» PROBLEM DETAILS
Go through the entries below. Copy each line in which "water" appears.

» DATA PROVIDED
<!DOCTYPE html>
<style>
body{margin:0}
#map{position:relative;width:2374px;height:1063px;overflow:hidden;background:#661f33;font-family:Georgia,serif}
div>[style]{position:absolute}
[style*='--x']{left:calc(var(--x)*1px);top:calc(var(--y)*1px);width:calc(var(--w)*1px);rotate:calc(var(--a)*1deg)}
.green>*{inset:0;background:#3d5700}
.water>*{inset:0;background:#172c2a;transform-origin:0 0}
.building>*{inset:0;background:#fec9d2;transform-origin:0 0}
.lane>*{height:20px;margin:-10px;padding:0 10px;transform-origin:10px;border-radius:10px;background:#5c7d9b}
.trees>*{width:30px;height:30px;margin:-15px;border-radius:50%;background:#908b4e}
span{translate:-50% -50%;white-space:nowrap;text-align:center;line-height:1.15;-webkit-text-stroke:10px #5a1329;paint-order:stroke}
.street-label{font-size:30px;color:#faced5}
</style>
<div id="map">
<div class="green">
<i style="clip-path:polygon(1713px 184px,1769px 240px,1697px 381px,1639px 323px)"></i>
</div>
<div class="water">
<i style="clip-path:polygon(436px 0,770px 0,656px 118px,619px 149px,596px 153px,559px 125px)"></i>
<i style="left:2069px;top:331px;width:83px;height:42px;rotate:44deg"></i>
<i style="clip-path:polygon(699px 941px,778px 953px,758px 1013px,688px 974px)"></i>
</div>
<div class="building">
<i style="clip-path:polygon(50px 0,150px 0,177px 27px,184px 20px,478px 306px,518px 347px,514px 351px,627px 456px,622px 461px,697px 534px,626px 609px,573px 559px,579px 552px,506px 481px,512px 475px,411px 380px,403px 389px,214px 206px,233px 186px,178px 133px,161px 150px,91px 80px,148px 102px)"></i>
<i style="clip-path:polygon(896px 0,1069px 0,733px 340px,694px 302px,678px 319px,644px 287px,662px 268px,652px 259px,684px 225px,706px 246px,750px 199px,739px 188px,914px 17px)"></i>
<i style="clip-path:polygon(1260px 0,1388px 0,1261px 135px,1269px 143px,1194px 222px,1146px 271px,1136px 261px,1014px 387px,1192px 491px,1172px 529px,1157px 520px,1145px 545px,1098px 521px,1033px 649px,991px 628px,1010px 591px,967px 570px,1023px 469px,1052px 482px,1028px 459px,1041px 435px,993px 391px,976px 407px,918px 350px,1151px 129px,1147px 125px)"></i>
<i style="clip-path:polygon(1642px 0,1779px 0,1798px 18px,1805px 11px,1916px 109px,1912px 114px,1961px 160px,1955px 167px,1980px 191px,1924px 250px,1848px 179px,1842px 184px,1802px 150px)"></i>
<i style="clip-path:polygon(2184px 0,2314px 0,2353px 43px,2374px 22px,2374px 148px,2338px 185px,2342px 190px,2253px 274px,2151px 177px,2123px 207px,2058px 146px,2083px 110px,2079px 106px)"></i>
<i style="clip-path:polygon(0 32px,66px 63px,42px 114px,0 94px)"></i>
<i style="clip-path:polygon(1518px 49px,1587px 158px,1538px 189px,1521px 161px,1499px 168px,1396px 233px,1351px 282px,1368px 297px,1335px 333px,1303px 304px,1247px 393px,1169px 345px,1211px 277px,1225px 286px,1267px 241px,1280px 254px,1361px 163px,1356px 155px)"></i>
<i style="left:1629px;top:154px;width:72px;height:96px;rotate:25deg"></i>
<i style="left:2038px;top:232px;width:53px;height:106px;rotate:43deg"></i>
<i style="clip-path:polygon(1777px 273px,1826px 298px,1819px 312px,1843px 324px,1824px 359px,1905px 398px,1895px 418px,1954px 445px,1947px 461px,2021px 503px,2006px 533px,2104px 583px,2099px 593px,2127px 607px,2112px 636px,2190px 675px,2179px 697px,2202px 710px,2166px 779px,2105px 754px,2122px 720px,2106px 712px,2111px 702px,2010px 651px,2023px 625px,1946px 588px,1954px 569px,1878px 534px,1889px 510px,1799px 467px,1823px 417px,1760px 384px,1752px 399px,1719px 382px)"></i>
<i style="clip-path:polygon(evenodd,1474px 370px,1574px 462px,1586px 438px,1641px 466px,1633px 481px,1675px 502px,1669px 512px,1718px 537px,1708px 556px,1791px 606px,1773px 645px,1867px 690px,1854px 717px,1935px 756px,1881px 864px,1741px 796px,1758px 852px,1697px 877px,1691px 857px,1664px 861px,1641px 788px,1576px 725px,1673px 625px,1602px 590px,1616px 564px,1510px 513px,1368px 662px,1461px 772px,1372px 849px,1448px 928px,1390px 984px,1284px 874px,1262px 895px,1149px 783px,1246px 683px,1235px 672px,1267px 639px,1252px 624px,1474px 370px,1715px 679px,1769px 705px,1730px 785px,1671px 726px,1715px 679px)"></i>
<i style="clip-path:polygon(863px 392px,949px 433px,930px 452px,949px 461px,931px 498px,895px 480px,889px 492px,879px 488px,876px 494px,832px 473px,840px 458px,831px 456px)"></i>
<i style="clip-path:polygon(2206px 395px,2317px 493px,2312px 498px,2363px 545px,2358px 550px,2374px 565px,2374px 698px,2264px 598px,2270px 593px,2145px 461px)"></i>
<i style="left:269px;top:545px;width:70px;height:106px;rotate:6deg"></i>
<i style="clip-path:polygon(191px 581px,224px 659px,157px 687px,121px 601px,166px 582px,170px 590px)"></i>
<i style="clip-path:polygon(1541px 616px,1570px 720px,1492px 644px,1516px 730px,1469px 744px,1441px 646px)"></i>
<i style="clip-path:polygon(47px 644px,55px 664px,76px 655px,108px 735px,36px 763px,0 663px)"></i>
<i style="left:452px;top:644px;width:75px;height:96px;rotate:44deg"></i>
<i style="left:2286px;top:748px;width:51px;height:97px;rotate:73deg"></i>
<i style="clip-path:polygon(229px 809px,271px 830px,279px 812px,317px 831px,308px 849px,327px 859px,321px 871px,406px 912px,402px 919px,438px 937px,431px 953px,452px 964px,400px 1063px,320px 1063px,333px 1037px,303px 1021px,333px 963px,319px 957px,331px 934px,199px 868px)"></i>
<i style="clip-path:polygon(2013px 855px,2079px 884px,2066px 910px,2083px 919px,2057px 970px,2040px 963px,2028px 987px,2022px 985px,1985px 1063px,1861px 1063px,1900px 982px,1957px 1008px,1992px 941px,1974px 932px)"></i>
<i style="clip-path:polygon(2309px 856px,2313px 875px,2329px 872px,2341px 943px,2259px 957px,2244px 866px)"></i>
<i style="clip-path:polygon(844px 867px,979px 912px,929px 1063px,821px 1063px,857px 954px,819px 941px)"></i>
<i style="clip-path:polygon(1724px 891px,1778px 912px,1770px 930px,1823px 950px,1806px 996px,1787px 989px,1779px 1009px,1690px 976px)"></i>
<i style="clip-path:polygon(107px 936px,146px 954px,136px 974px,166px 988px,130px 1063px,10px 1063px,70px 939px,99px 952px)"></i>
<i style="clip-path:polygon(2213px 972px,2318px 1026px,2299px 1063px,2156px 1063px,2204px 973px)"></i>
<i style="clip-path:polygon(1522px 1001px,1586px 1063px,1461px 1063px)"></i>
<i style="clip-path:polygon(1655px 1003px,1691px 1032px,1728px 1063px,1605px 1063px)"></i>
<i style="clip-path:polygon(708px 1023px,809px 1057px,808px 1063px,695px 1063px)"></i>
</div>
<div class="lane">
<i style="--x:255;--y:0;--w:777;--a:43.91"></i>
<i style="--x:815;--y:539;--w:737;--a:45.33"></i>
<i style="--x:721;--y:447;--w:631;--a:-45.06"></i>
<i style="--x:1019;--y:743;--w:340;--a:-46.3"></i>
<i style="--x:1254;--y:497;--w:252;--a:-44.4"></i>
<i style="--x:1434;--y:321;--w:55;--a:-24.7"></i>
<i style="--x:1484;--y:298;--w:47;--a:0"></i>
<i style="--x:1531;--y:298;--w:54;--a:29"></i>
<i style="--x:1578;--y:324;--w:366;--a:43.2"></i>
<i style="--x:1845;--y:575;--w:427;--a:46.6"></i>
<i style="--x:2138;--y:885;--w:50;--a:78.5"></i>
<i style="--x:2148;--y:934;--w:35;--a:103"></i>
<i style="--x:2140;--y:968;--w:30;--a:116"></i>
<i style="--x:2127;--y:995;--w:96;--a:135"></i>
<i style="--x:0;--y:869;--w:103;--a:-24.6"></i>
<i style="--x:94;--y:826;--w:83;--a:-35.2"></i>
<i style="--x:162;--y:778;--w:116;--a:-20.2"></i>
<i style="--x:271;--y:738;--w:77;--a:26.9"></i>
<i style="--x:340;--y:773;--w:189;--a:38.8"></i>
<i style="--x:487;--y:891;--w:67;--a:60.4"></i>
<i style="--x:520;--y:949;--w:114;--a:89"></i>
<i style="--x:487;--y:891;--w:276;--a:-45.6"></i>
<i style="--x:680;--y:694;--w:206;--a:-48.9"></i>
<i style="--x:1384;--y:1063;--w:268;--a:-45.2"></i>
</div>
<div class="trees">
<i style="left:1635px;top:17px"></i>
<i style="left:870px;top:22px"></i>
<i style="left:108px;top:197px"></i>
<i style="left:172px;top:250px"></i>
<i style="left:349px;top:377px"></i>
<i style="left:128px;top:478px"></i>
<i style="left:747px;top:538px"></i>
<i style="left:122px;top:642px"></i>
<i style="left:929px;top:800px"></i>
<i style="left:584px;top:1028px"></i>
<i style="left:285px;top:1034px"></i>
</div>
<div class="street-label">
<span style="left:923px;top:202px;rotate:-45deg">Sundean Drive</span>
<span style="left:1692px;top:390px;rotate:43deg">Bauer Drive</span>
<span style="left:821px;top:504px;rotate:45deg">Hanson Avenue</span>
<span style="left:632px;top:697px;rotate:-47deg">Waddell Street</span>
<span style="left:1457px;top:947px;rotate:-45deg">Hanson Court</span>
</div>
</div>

» OUTPUT FOR THIS TASK
.water>*{inset:0;background:#172c2a;transform-origin:0 0}
<div class="water">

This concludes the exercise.